Do szerszej świadomości trafiło za sprawą Gordona Ramsaya, który w amerykańskiej edycji MasterChef, w 2013 roku zalecił przygotować uczestnikom miskę hu tieu. Ramsey próbował tego dania dwa lata wcześniej przygotowując program telewizyjny na pływającym markecie w Can Tho.
Co ciekawe, w ulicznej jadłodajni spotkaliśmy właścicielkę restauracji ze Starego Miasta, która tutaj przychodziła na dobre Hue Tieu. Powiedziała nam, iż jesteśmy pierwszymi białymi, którzy siedli w tym miejscu i zjedli prawdziwe lokalne Hue Tieu, które jej zdaniem jest jednym z najlepszych w Hoi An.
Ryżowe pierożki
To kolejny wyróżnik Hoi An. Co prawda pierwsze ryżowe pierożki próbowaliśmy w Hanoi, ale miejscem, które z nich słynie jest właśnie Hoi An.
Te które widzisz na zdjęciach testowaliśmy w hali na Starym Mieście oraz we wspomnianej wcześniej knajpce z Cao Lau.
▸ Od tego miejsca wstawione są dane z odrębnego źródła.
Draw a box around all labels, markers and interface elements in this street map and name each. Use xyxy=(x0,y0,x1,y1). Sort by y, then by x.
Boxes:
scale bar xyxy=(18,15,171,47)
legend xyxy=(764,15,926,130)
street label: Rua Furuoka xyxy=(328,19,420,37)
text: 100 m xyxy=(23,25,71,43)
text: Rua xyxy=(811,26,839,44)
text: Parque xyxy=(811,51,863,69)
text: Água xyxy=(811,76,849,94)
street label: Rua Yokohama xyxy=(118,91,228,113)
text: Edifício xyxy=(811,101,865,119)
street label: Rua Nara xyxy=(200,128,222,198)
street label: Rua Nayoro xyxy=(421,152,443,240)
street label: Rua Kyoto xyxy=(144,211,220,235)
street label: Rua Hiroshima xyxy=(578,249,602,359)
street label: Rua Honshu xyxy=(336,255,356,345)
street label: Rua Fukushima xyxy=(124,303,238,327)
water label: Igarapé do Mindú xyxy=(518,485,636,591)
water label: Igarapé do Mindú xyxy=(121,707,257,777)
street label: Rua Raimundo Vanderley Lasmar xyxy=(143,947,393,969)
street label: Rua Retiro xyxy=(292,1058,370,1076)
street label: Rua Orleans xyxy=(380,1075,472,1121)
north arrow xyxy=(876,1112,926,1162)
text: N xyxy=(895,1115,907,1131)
W środku pierożka znajduje się gotowana krewetka, która jest zawijana w papier ryżowy i oprószona szczypiorkiem lub smażoną cebulką.
Chwyta się ją pałeczkami i delikatnie moczy ( żeby nie utonęła) w sosie rybnym z dodatkiem chilli.
Jest pyszna.
Nem czyli swieże rollsy
Świetne świeże rollsy również próbowaliśmy już w Hanoi, ale w Hoi An, które leży nad Morzem Południowochińskim, warto spróbować jej lokalnego wyróżnika jakim są rollsy z krewetkami.
Nem czyli spring rolls w Hoi An
Są pyszne, lekkie i to świetna przekąska na małego lub większego głoda.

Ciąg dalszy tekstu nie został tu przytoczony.